* _DATA FOR REVIEW_:
:::
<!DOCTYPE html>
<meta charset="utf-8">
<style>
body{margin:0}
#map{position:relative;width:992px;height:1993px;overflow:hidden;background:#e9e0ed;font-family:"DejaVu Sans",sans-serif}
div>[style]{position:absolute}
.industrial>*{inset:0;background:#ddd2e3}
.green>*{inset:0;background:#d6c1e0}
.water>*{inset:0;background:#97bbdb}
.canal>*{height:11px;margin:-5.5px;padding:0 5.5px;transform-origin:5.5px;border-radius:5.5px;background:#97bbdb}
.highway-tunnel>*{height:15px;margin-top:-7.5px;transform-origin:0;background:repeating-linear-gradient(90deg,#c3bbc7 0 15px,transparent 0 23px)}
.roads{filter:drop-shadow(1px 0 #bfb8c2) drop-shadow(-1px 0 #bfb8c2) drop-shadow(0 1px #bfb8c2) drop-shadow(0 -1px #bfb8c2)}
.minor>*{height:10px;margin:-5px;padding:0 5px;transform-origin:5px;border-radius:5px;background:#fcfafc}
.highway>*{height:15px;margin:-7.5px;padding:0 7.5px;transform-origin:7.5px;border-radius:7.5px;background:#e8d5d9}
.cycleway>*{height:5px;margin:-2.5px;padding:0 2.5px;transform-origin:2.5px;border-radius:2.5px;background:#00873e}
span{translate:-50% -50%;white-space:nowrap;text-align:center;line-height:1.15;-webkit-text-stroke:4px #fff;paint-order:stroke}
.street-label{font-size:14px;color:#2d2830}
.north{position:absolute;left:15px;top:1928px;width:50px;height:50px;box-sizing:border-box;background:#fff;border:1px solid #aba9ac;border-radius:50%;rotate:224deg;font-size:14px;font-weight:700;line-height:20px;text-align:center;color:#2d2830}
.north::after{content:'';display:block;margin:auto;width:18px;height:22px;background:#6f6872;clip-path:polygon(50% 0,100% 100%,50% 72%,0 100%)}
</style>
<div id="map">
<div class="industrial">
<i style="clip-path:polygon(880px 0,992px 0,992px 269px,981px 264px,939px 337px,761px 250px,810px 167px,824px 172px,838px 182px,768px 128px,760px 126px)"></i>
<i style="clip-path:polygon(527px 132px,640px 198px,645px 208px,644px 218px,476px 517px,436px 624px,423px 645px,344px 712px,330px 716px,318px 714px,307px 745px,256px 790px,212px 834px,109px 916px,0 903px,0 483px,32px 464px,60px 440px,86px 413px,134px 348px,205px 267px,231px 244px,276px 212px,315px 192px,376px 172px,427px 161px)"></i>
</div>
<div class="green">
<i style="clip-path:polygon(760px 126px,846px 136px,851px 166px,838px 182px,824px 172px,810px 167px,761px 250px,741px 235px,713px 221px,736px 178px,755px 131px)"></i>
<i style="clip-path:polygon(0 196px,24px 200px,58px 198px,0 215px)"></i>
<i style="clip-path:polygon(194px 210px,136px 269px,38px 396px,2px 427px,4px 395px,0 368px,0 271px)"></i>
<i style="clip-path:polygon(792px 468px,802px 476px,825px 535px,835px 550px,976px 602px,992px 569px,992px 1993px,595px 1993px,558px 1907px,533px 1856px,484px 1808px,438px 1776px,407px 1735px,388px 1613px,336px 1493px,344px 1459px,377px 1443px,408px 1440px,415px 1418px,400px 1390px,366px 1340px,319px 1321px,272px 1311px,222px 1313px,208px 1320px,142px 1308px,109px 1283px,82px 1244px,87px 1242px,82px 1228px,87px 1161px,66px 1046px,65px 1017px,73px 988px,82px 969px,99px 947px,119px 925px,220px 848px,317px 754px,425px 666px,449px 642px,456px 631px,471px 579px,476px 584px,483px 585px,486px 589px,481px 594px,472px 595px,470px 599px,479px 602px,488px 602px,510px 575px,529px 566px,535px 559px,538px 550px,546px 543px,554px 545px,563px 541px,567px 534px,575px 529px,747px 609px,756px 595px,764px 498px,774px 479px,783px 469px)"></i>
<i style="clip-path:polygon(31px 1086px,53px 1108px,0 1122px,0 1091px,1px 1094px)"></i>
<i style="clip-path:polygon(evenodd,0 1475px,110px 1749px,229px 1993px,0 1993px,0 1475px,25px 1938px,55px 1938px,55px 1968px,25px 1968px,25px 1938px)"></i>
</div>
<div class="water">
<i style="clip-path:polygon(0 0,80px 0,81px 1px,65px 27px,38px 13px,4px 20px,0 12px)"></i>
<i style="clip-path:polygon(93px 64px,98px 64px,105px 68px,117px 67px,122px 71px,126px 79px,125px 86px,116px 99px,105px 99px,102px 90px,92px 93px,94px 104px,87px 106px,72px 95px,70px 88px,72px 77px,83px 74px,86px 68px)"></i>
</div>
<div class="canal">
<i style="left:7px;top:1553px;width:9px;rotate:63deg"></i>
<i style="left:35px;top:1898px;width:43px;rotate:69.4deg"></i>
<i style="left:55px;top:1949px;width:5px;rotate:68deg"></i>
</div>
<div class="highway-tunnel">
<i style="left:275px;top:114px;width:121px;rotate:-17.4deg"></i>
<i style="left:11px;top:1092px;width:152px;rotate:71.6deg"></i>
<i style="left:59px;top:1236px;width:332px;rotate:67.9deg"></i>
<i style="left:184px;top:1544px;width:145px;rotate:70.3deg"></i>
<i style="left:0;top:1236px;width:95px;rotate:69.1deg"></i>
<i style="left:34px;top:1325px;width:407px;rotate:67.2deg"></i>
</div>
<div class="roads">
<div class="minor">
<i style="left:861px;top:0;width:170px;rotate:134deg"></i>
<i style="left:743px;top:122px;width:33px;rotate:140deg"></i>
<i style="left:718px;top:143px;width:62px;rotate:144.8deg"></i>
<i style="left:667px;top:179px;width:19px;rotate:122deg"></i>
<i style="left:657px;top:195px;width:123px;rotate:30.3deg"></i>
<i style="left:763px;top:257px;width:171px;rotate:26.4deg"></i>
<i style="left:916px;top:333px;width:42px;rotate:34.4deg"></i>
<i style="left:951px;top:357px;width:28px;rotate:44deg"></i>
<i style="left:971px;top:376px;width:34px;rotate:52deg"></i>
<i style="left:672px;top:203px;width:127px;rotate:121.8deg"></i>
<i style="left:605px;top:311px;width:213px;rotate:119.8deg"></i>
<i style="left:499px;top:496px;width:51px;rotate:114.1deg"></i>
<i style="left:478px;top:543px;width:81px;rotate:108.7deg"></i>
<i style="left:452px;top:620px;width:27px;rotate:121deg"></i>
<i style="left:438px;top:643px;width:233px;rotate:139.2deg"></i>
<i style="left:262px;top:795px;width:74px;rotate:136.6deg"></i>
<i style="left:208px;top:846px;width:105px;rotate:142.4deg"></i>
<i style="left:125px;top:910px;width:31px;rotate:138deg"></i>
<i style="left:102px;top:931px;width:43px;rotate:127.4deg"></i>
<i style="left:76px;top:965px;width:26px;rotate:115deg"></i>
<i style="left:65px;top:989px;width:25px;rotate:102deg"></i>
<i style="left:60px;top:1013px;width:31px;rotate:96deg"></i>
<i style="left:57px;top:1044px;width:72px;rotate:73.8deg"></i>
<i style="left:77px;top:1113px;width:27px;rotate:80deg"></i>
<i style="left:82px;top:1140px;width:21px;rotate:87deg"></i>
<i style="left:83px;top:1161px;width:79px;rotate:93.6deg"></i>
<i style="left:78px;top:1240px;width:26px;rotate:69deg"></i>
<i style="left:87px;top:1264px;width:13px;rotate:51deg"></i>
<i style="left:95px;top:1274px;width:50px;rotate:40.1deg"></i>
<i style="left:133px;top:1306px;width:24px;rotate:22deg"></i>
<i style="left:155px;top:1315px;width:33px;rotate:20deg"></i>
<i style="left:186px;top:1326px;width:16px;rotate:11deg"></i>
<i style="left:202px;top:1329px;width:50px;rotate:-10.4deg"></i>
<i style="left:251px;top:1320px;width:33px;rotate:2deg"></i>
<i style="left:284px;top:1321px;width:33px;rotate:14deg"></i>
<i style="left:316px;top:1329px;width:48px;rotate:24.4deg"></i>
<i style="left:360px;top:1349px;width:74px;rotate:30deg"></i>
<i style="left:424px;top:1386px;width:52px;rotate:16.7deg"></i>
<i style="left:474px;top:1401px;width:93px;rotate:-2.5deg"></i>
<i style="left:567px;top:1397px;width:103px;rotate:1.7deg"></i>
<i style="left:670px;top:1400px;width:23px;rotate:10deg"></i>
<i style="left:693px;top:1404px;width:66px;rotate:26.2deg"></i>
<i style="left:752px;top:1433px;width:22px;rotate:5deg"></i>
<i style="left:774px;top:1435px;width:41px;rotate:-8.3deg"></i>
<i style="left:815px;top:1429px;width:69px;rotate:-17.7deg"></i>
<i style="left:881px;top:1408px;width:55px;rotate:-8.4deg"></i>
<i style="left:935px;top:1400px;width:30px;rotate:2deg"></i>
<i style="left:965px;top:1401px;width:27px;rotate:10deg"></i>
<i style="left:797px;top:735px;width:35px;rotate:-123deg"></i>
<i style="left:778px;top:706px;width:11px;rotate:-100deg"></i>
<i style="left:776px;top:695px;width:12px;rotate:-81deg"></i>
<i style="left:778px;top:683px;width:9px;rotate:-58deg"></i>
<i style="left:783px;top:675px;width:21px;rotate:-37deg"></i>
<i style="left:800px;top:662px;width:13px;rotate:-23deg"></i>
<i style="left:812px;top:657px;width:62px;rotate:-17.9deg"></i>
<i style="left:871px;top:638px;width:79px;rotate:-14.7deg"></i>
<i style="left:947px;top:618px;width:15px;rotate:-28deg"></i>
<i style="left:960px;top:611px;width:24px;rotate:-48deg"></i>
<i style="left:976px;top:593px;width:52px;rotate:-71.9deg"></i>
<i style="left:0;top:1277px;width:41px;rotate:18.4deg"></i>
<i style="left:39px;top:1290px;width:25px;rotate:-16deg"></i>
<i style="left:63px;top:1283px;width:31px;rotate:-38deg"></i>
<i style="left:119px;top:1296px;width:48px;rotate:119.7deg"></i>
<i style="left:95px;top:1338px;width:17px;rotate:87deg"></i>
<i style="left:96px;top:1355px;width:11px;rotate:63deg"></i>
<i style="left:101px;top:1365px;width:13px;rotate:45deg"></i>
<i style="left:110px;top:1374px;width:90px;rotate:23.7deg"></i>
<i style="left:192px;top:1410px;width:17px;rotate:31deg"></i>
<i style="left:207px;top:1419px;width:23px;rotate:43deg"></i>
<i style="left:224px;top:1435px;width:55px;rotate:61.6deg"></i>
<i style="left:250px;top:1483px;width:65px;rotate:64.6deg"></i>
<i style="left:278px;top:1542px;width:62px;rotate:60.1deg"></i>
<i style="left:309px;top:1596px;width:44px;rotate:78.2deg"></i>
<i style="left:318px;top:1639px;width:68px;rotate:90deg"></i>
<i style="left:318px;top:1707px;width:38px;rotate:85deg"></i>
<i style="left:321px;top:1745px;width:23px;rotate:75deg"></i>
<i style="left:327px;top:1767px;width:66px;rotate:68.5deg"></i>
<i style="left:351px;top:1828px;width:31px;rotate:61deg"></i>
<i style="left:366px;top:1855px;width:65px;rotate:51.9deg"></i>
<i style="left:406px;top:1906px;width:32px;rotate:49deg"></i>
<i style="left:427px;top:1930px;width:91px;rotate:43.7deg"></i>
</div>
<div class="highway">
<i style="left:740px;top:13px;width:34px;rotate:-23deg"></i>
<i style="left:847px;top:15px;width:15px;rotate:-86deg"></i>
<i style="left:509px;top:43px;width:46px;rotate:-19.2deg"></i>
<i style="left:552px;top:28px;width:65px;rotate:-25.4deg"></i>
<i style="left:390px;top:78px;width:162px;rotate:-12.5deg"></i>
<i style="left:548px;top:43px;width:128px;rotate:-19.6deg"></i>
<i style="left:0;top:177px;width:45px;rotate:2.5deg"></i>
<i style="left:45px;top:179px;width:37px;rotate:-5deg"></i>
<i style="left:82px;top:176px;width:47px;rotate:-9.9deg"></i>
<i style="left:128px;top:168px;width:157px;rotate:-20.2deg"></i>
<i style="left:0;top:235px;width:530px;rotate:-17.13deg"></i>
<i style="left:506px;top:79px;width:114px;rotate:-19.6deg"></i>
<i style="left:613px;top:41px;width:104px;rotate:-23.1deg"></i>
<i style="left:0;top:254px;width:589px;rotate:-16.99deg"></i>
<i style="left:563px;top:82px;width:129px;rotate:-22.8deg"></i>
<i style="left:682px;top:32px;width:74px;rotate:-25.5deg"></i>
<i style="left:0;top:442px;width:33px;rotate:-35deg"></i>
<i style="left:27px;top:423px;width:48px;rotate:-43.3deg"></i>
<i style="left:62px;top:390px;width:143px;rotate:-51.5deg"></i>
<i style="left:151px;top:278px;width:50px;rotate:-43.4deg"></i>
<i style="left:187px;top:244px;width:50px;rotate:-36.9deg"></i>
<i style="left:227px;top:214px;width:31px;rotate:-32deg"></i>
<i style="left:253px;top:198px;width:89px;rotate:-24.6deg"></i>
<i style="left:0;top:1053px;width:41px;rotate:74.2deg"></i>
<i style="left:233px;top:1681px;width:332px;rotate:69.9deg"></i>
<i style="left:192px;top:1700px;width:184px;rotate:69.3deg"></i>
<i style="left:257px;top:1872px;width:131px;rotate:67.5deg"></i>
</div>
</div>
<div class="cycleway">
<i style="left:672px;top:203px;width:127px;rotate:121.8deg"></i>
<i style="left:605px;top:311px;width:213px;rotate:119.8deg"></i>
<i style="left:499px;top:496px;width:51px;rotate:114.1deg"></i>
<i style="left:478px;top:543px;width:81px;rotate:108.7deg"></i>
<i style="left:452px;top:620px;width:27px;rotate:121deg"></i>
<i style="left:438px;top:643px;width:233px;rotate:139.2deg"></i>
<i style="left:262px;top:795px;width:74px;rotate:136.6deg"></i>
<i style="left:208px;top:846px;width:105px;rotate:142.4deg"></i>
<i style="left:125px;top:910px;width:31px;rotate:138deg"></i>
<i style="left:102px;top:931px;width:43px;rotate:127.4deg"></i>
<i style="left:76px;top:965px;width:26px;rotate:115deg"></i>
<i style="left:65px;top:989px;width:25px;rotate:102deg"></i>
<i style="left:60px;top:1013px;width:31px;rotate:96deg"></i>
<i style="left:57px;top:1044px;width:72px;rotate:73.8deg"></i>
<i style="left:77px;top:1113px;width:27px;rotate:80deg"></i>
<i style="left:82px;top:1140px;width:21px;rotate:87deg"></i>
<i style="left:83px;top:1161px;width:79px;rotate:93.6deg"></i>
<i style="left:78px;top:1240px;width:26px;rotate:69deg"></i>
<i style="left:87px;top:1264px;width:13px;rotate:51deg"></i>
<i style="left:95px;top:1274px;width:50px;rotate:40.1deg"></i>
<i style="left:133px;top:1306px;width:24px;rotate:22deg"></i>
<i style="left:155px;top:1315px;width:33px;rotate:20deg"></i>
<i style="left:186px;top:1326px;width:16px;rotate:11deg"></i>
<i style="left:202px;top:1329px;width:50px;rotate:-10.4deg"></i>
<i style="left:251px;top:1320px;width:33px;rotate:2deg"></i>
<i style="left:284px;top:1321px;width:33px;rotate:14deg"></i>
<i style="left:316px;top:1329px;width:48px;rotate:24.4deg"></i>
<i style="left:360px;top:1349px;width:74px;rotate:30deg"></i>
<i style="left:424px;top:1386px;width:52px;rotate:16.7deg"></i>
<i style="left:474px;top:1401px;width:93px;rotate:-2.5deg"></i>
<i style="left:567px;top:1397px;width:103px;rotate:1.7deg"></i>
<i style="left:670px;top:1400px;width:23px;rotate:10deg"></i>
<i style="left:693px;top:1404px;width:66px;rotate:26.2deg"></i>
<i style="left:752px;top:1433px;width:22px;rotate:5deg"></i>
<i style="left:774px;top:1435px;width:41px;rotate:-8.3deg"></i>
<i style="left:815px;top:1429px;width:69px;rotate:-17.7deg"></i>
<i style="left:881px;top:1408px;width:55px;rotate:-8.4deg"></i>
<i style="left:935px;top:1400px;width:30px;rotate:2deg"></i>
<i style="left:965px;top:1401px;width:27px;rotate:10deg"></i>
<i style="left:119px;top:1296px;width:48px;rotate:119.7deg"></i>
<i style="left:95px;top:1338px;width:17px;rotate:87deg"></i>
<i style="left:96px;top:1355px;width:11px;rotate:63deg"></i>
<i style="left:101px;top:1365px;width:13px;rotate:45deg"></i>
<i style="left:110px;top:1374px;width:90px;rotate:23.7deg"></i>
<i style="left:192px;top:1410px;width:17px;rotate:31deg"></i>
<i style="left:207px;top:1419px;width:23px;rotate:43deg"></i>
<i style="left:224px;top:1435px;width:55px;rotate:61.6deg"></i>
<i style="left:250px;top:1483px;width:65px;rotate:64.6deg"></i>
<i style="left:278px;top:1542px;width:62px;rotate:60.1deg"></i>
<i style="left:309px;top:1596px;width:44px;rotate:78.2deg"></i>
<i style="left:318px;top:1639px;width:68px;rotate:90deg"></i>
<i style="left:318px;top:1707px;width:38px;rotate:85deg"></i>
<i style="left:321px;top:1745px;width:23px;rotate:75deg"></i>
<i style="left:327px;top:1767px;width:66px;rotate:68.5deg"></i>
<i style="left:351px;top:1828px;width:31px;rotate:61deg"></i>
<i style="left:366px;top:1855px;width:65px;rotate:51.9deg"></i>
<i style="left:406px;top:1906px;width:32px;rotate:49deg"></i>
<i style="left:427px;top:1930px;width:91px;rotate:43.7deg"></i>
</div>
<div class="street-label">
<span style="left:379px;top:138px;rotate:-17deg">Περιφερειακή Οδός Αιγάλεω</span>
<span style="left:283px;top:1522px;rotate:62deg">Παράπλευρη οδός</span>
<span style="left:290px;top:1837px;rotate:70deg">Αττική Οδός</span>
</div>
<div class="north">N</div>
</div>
:::
* _AIM OF THE TASK_:
Lines from the first one above through the line containing "0 #bfb8c2) drop-shadow(-1px" are to be retyped exactly, both included, and nothing more.

* _RESULT OF THIS EXERCISE_:
<!DOCTYPE html>
<meta charset="utf-8">
<style>
body{margin:0}
#map{position:relative;width:992px;height:1993px;overflow:hidden;background:#e9e0ed;font-family:"DejaVu Sans",sans-serif}
div>[style]{position:absolute}
.industrial>*{inset:0;background:#ddd2e3}
.green>*{inset:0;background:#d6c1e0}
.water>*{inset:0;background:#97bbdb}
.canal>*{height:11px;margin:-5.5px;padding:0 5.5px;transform-origin:5.5px;border-radius:5.5px;background:#97bbdb}
.highway-tunnel>*{height:15px;margin-top:-7.5px;transform-origin:0;background:repeating-linear-gradient(90deg,#c3bbc7 0 15px,transparent 0 23px)}
.roads{filter:drop-shadow(1px 0 #bfb8c2) drop-shadow(-1px 0 #bfb8c2) drop-shadow(0 1px #bfb8c2) drop-shadow(0 -1px #bfb8c2)}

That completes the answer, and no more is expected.